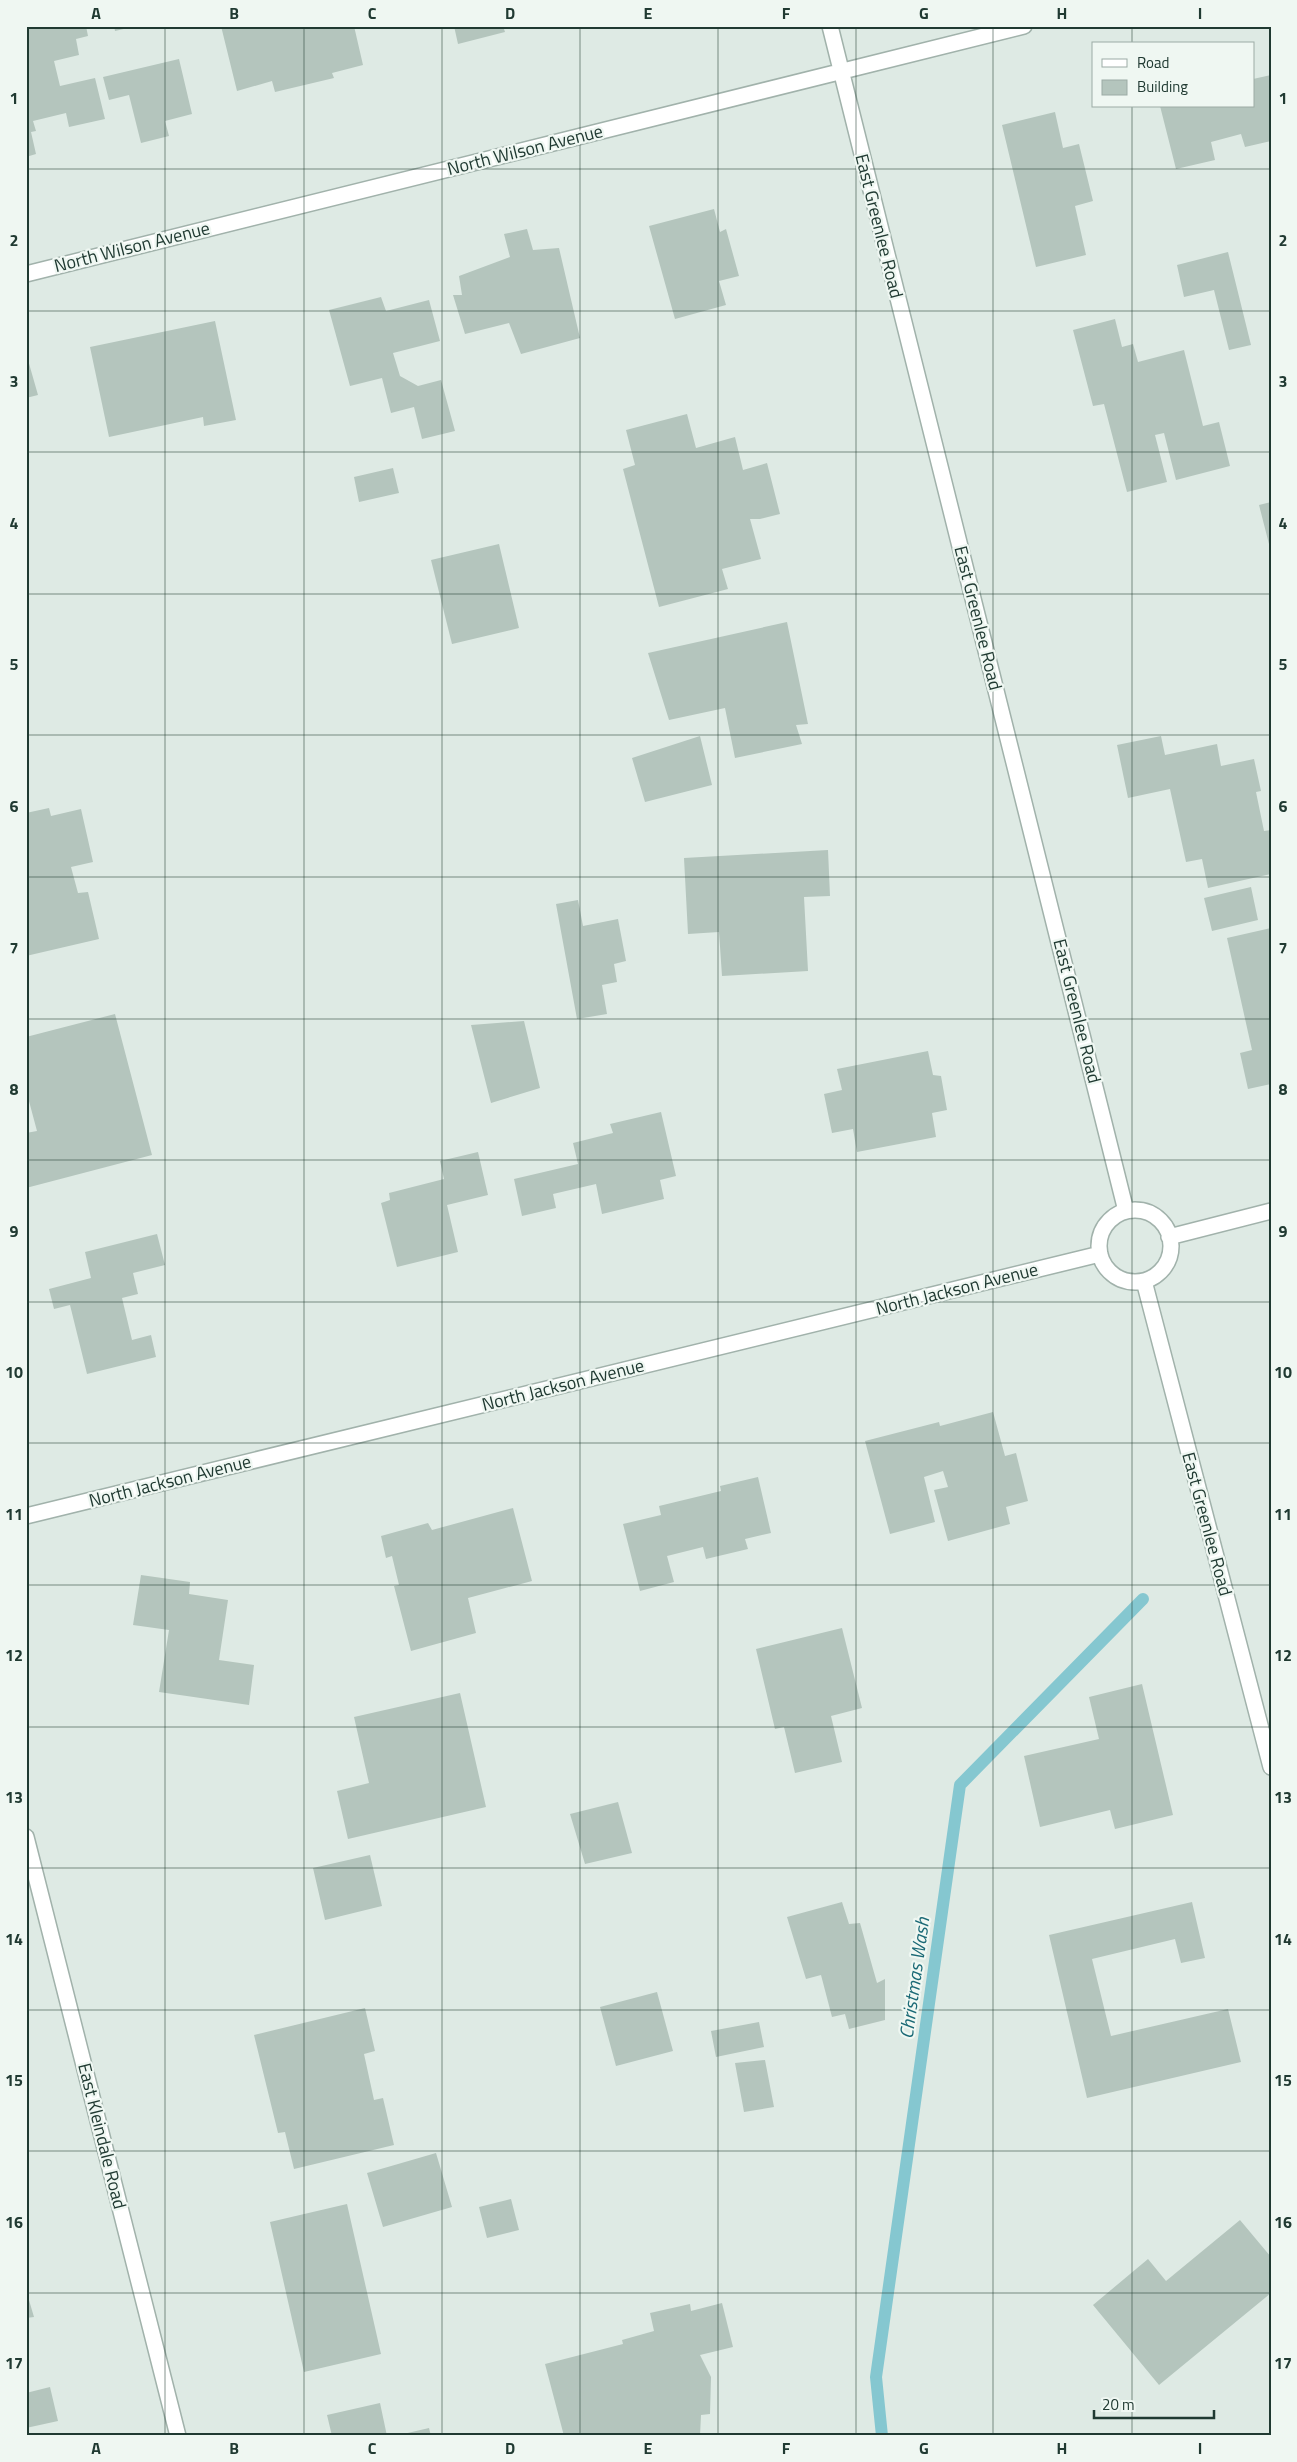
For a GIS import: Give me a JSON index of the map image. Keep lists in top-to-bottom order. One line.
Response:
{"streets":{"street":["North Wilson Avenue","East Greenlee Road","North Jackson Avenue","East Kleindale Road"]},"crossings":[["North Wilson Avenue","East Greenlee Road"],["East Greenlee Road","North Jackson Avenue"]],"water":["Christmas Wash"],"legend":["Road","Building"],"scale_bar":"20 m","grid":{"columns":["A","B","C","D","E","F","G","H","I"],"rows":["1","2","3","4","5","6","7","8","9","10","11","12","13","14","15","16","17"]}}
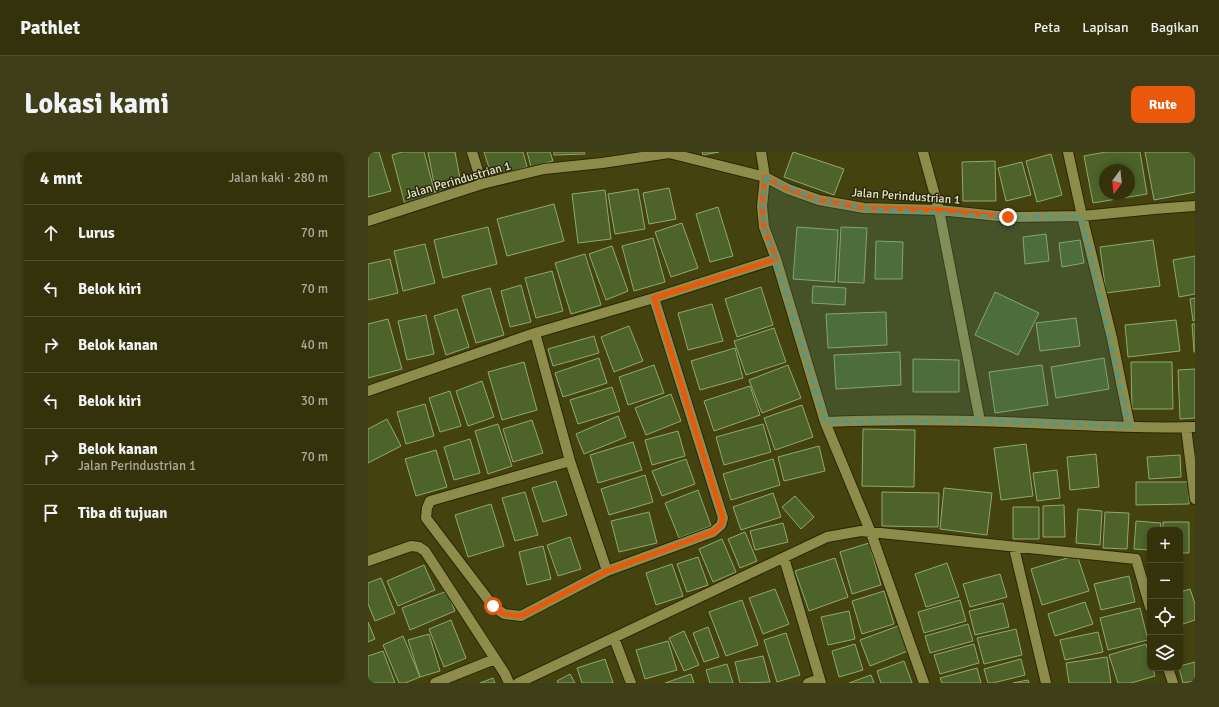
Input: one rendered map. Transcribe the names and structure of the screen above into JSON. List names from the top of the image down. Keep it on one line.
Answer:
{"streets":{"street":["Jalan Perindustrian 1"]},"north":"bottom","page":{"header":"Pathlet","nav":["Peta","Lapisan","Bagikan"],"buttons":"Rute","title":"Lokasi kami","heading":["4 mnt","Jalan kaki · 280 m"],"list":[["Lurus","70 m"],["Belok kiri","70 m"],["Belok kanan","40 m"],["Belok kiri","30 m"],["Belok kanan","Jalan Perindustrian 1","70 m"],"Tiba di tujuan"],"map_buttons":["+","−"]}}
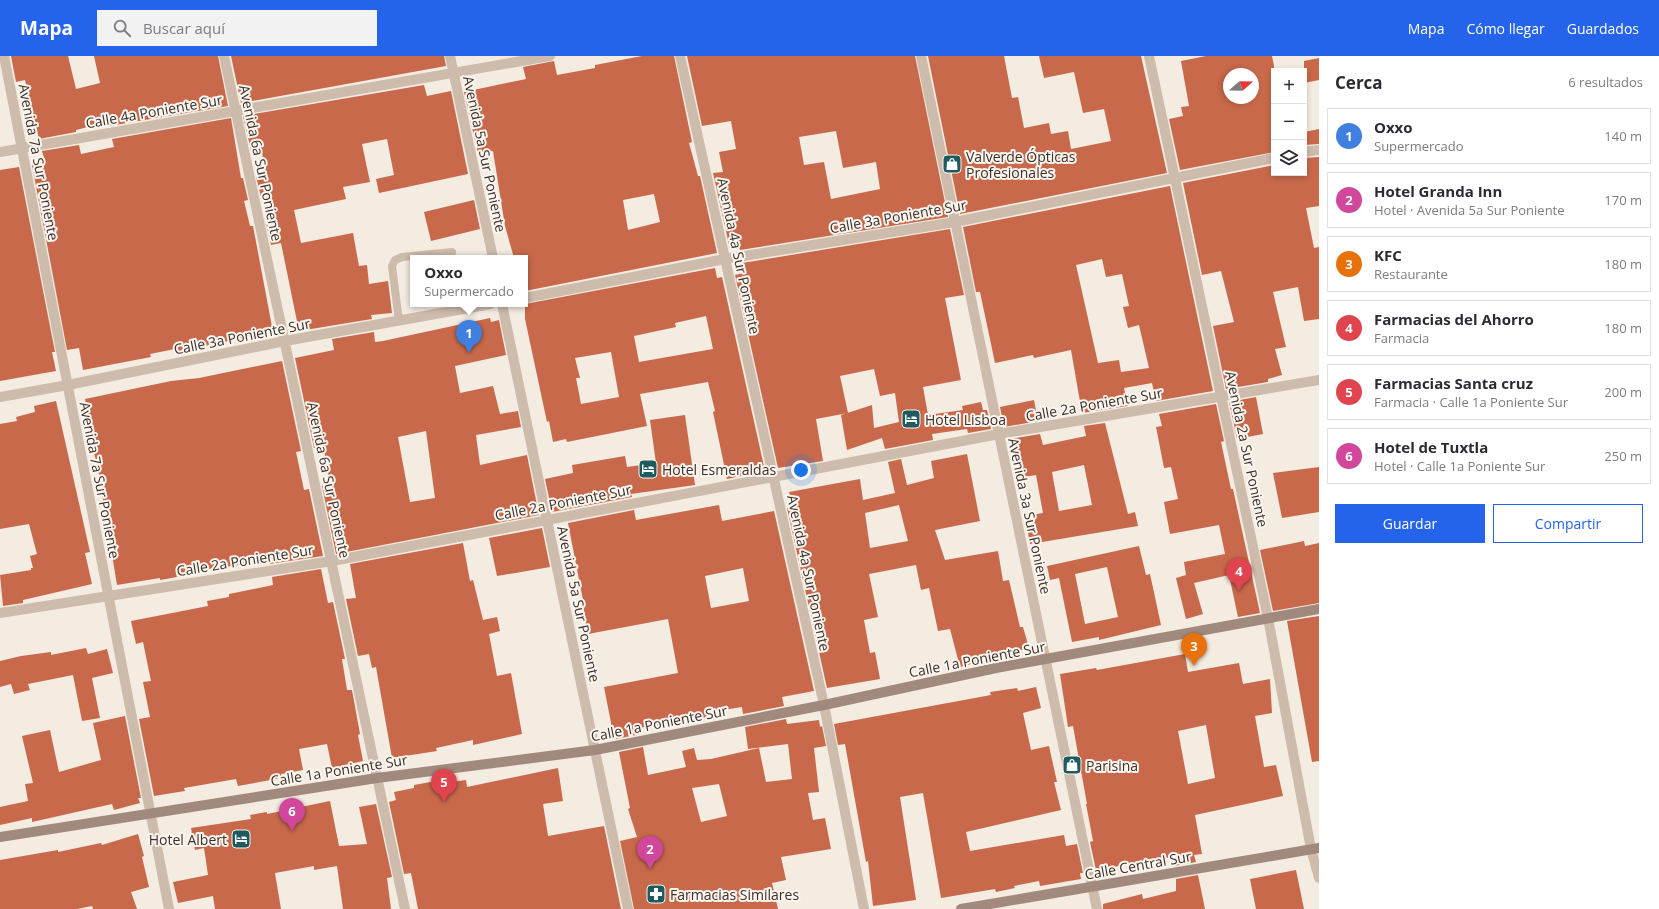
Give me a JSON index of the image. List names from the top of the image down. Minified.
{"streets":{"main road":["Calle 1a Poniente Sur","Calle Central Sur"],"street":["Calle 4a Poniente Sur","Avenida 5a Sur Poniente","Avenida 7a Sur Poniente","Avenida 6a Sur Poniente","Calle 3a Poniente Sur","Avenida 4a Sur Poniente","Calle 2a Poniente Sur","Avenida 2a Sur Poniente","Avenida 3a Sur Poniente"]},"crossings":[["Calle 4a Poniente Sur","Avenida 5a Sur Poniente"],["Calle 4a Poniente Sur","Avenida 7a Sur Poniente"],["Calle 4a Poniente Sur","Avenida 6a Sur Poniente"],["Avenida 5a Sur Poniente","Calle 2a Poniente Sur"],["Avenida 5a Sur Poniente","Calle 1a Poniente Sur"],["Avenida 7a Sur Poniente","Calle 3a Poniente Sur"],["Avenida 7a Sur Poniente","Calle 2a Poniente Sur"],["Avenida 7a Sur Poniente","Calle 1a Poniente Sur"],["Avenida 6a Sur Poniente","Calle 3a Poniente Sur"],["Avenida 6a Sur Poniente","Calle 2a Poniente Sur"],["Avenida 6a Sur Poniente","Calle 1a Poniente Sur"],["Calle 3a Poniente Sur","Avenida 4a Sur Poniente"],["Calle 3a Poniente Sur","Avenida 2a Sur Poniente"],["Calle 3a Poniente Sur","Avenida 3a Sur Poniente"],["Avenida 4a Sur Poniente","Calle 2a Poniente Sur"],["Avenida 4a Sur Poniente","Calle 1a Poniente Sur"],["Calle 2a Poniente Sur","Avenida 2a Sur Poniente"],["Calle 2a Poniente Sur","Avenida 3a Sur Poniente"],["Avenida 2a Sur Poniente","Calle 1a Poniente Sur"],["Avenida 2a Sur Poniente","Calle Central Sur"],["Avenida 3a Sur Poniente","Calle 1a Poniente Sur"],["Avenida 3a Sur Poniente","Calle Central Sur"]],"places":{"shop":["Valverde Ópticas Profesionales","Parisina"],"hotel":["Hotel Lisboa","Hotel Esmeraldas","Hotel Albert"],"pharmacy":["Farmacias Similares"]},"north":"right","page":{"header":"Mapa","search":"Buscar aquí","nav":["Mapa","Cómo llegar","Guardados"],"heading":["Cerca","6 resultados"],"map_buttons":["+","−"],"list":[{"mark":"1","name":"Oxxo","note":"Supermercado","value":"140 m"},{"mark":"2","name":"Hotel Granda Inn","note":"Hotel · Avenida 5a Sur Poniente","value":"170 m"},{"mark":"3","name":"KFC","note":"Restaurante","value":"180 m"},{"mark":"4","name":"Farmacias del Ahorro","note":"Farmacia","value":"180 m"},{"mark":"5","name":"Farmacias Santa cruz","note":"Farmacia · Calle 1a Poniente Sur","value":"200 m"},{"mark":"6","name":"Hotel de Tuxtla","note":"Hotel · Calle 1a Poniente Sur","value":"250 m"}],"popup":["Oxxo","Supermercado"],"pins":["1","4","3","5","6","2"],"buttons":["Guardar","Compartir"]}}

§ What is being asked
Give the tally of lines in the listing above that contain the string "index", with nothing besides it.

§ The answer
2